> [What the exercise asks] Only the lines below starting at the one that contains "Annotation task. Give" and ending at the one that contains "Map reading. Parse" are to be reproduced, exactly and with both ends kept.

*** Data provided ***

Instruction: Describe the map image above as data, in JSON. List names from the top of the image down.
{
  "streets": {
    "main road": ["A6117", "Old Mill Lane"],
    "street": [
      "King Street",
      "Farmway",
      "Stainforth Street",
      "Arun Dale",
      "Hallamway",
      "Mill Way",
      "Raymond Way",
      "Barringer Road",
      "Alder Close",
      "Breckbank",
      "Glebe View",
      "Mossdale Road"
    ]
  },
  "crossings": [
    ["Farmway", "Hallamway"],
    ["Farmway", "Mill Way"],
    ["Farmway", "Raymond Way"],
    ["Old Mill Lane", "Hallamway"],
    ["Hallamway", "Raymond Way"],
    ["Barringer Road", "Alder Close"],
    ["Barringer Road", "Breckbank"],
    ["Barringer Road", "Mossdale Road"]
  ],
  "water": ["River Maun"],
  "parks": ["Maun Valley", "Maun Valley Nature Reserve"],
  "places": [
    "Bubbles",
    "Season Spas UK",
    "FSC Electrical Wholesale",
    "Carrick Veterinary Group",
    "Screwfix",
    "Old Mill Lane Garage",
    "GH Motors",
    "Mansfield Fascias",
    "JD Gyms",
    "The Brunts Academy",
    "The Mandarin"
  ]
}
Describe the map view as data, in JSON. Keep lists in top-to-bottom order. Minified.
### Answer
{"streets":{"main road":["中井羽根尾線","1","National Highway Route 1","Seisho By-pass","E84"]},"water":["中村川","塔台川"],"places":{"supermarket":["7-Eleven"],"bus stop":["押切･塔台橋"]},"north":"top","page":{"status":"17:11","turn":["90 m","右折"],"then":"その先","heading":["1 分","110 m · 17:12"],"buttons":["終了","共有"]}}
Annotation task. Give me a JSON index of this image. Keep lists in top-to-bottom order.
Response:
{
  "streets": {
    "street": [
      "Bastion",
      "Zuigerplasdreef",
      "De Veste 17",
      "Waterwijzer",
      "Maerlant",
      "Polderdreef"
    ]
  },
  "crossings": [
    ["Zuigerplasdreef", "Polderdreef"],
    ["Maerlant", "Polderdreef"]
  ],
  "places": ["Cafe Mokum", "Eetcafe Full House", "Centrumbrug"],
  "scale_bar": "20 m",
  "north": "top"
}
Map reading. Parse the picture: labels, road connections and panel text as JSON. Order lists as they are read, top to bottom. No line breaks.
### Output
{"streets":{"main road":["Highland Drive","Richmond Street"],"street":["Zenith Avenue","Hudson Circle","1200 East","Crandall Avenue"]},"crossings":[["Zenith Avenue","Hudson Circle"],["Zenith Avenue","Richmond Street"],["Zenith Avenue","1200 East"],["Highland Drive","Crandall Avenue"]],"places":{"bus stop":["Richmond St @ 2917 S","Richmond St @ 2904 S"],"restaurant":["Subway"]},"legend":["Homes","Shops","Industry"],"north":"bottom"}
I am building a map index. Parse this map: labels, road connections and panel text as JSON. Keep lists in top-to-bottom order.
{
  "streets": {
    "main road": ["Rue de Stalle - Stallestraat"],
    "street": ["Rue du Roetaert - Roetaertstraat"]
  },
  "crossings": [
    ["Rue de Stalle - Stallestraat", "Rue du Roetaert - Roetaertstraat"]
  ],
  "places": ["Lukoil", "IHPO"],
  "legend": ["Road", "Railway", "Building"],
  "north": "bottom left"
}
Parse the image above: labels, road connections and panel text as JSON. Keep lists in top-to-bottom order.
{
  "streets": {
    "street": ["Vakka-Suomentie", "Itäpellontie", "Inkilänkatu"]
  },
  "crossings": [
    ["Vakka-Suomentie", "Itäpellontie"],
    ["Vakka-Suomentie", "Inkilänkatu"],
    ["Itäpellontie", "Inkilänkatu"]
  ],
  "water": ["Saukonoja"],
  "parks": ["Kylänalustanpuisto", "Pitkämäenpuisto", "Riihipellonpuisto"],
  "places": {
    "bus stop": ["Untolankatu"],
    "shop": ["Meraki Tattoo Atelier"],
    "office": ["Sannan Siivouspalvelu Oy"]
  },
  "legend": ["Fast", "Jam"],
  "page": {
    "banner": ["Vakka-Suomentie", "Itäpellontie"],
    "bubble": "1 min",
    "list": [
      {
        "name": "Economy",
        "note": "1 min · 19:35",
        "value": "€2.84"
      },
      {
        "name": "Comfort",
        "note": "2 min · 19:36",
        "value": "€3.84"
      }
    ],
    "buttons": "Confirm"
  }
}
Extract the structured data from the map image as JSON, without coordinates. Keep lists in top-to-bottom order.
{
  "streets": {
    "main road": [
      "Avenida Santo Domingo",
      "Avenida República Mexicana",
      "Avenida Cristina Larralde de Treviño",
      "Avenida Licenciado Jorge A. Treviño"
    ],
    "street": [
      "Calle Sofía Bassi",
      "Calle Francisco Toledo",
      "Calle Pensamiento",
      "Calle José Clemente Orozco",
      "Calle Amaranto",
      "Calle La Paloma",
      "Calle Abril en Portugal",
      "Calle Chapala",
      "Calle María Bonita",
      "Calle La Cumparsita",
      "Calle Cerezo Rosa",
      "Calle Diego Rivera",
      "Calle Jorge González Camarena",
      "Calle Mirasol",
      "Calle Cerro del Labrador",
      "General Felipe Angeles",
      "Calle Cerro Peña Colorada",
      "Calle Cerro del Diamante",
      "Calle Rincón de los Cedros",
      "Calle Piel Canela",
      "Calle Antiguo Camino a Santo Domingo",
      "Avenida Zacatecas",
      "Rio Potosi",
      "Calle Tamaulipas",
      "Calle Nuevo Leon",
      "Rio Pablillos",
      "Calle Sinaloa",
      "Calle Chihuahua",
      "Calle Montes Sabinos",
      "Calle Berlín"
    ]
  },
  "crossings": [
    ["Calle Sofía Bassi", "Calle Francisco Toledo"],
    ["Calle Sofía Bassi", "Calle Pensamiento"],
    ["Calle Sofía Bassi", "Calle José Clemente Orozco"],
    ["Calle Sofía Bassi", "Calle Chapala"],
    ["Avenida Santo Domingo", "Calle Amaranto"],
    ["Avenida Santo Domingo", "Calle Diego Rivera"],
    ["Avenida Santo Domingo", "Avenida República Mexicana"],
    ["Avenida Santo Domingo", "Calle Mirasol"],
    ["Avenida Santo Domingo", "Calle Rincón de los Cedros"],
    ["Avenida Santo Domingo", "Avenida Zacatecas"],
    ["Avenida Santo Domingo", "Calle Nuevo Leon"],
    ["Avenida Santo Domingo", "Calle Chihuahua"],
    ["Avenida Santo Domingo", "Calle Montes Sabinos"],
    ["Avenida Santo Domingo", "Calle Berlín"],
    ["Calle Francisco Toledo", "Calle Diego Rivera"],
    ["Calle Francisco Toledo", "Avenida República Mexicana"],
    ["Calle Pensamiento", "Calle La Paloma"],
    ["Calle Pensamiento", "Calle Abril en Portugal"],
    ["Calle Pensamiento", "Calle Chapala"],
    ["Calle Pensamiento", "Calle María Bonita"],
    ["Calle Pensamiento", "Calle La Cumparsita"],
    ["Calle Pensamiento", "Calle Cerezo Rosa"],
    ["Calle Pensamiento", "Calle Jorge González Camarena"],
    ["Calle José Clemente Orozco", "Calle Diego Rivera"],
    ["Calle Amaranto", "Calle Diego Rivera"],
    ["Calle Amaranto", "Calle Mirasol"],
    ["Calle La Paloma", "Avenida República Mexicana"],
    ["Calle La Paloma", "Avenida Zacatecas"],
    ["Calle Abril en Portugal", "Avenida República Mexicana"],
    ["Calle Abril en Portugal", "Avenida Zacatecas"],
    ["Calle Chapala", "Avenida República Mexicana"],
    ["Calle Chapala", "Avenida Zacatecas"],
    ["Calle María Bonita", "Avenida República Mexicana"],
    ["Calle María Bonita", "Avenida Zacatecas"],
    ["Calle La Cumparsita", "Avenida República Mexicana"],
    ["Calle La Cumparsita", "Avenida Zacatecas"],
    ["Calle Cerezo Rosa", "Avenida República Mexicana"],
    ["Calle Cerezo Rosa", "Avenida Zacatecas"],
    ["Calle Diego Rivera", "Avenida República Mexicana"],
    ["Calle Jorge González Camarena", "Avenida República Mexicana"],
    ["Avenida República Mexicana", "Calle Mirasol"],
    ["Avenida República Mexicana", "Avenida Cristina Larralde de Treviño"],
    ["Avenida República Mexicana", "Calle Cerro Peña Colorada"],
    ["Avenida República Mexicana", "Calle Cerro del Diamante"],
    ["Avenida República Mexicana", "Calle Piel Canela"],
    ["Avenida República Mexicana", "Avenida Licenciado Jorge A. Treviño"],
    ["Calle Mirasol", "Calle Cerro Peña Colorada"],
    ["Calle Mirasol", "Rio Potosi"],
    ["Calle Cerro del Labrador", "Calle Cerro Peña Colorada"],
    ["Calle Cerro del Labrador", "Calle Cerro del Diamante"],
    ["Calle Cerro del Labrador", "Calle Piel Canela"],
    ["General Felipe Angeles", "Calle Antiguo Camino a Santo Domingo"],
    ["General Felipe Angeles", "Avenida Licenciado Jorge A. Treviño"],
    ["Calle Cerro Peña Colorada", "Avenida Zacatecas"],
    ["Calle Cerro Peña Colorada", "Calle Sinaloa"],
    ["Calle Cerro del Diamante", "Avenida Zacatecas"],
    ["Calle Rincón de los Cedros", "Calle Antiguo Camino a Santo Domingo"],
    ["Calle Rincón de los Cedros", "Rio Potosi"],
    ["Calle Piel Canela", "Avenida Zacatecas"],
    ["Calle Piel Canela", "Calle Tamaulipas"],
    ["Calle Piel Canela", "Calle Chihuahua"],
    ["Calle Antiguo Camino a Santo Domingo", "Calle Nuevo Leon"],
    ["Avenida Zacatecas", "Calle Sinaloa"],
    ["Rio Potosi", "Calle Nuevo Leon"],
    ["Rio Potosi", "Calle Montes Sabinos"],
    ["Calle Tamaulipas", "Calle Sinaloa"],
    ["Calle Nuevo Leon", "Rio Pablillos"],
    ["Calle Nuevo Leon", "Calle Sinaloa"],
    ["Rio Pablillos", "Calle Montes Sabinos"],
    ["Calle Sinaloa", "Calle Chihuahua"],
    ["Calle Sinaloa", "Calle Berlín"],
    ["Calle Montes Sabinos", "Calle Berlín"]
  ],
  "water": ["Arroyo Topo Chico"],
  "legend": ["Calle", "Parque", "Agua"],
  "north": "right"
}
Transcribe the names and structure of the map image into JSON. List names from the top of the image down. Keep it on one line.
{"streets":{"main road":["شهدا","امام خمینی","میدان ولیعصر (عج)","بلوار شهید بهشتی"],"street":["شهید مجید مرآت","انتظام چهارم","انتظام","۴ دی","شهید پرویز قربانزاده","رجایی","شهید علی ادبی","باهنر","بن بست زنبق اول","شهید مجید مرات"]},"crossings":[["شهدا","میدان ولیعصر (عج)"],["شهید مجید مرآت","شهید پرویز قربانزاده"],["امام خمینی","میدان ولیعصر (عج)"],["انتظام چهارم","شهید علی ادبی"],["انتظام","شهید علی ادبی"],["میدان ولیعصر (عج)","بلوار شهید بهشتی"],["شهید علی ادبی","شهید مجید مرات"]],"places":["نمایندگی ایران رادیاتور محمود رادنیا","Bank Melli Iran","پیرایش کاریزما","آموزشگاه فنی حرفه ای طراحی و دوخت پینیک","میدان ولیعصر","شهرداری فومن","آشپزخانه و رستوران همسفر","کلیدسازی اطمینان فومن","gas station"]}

*** End of Data provided ***

> [Result]
Annotation task. Give me a JSON index of this image. Keep lists in top-to-bottom order.
Response:
{
  "streets": {
    "street": [
      "Bastion",
      "Zuigerplasdreef",
      "De Veste 17",
      "Waterwijzer",
      "Maerlant",
      "Polderdreef"
    ]
  },
  "crossings": [
    ["Zuigerplasdreef", "Polderdreef"],
    ["Maerlant", "Polderdreef"]
  ],
  "places": ["Cafe Mokum", "Eetcafe Full House", "Centrumbrug"],
  "scale_bar": "20 m",
  "north": "top"
}
Map reading. Parse the picture: labels, road connections and panel text as JSON. Order lists as they are read, top to bottom. No line breaks.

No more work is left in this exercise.